Business Continuity and your Service
Business continuity planning makes your product prepared for worst case scenarios. That might be accidental data loss, intentional data destruction or system failure from suppliers like AWS. Essentially asking the question: what happens when things go catastrophically wrong? This relates to service standard point 14, Operate a Reliable Service
Your business continuity strategy should be:
- Appropriate and proportionate to the needs of the service and its users
- Supportable by the delivery team
- Agreed with the business
- Documented (usually as part of your service’s GitHub repo)
Conversations around business continuity should include the Business, Product, Delivery, Developers, WebOps and Technical Architecture.
What to look at during the Discovery / Alpha Stage
During alpha and discovery phases you should be experimenting and testing your hypothesis.
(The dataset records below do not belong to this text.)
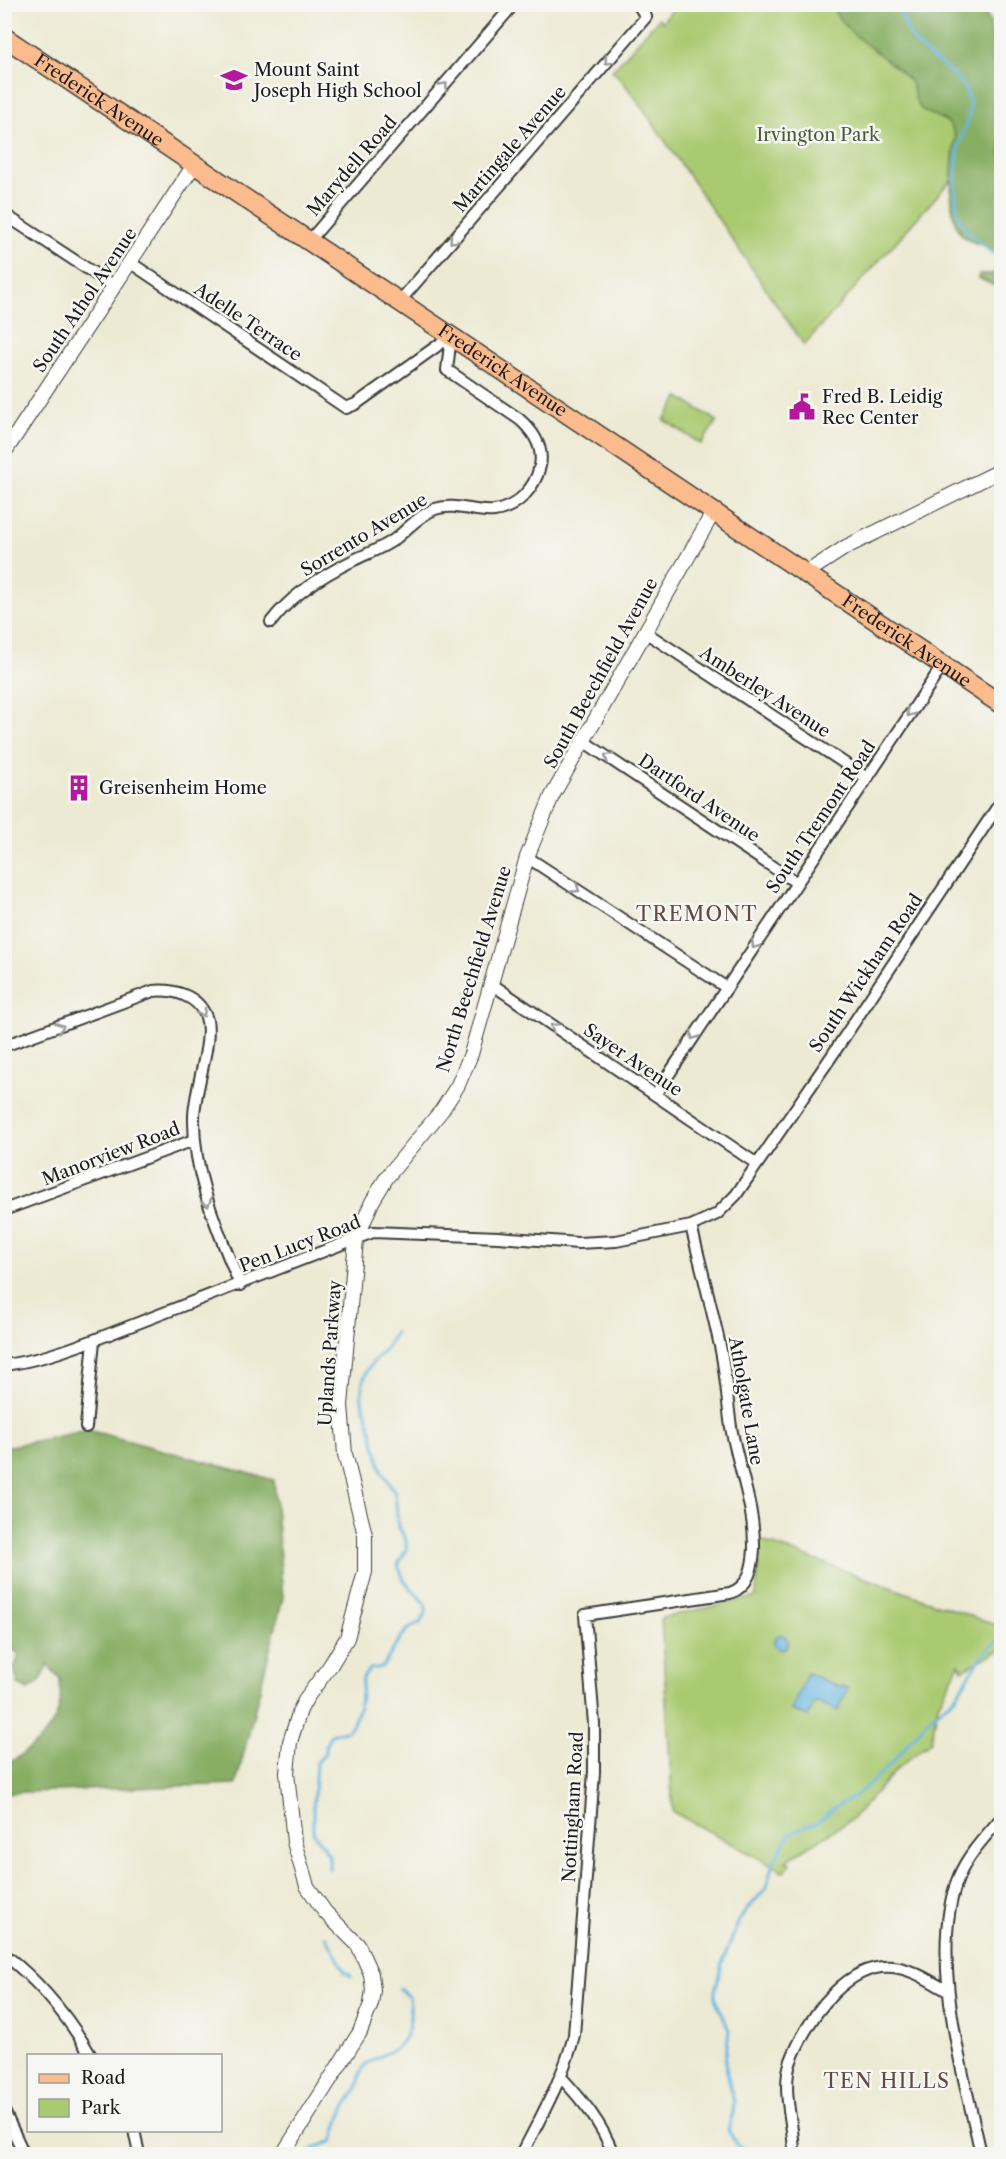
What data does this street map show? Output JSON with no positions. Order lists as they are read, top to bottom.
{
  "streets": {
    "main road": ["Frederick Avenue"],
    "street": [
      "Martingale Avenue",
      "Marydell Road",
      "South Athol Avenue",
      "Adelle Terrace",
      "Sorrento Avenue",
      "South Beechfield Avenue",
      "Amberley Avenue",
      "Dartford Avenue",
      "South Tremont Road",
      "North Beechfield Avenue",
      "South Wickham Road",
      "Sayer Avenue",
      "Manorview Road",
      "Pen Lucy Road",
      "Uplands Parkway",
      "Atholgate Lane",
      "Nottingham Road"
    ]
  },
  "crossings": [
    ["Frederick Avenue", "Martingale Avenue"],
    ["Frederick Avenue", "Marydell Road"],
    ["Frederick Avenue", "South Athol Avenue"],
    ["Frederick Avenue", "Adelle Terrace"],
    ["Frederick Avenue", "Sorrento Avenue"],
    ["Frederick Avenue", "South Beechfield Avenue"],
    ["Frederick Avenue", "South Tremont Road"],
    ["South Athol Avenue", "Adelle Terrace"],
    ["Adelle Terrace", "Sorrento Avenue"],
    ["South Beechfield Avenue", "Amberley Avenue"],
    ["South Beechfield Avenue", "Dartford Avenue"],
    ["South Beechfield Avenue", "North Beechfield Avenue"],
    ["Amberley Avenue", "South Tremont Road"],
    ["Dartford Avenue", "South Tremont Road"],
    ["South Tremont Road", "Sayer Avenue"],
    ["North Beechfield Avenue", "Sayer Avenue"],
    ["North Beechfield Avenue", "Pen Lucy Road"],
    ["North Beechfield Avenue", "Uplands Parkway"],
    ["South Wickham Road", "Sayer Avenue"],
    ["South Wickham Road", "Pen Lucy Road"],
    ["South Wickham Road", "Atholgate Lane"],
    ["Pen Lucy Road", "Uplands Parkway"],
    ["Pen Lucy Road", "Atholgate Lane"],
    ["Atholgate Lane", "Nottingham Road"]
  ],
  "one_way": [
    "Martingale Avenue",
    "Marydell Road",
    "Dartford Avenue",
    "South Tremont Road",
    "Sayer Avenue"
  ],
  "districts": ["TREMONT", "TEN HILLS"],
  "parks": ["Irvington Park"],
  "places": {
    "school or university": ["Mount Saint Joseph High School"],
    "public building": ["Fred B. Leidig Rec Center"],
    "building": ["Greisenheim Home"]
  },
  "legend": ["Road", "Park"]
}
Business continuity work will be light touch at this stage. You should identify and understand what is proportional and appropriate for your product’s business continuity.
Good questions to ask include:
- What is the impact of this proposed service failing on users and the business?
- What risks exist that you need to find mitigations for?
- Which data will be key to your service functioning?
- Which data only exists in your service?
- What are the business and user expectations around response and recovery?
- What non-digital fallbacks are in place already?
Answering these will help identify areas to build on in later phases.
What to look at during Beta Stage
During private and public beta stages you should focus on how your business continuity needs will impact the MVP build and how you can avoid issues in the future.
During beta you should:
- Identify how your service is likely to fail and which components are the greatest risk
- Identify how any disaster recovery will impact how you build your infrastructure
- Define recovery point objective and recovery time objective for your service
- Identify who owns any business continuity processes inside and outside the delivery team
- Document any disaster recovery in /docs/DISASTER_RECOVERY.md
- Ensure you have a backup and restore process for key data assets
- Build familiarity with the incident management tools
- Identify if your service is dependent on other systems and how much it can operate without them
- Identify defensive coding and architectural practices to avoid or reduce dependencies
For Live products
You should document your support practices, disaster recovery plan and approaches before live assessment. However, you may have inherited a live codebase and need to bring it up to current standards.
- Do you need to retrofit a business continuity strategy for the product?
- How regularly are you testing your Disaster Recovery plan?
- Is ownership of the Disaster Recovery plan clear?
- Are the team familiar with the incident management tools?
- Have any of the business needs, user needs or contacts changed?
Differences between internal-facing and external-facing services
Requirements for recovery time (how quickly things are working again) and recovery point (what data is brought back) are different across different products and service areas depending on who uses them and the impact, both internally and externally of any downtime.
For example, downtime on a flagship service like Make An LPA has both impact to users and the business, but also reputational impact.
Some products are the canonical source of truth for data in the OPG ecosystem. Others could be rebuilt from other sources. This will have a large impact on what a proportional plan is for your service.
Some products are essential to the core work of the business and their failure has a large cost implication if staff aren’t able to work.
For example, downtime to Sirius has an impact on connected digital services and on the ability of core business functions. Whereas downtime for Complete the Deputy Report is inconvenient, but can be managed through good communication with users and stakeholders.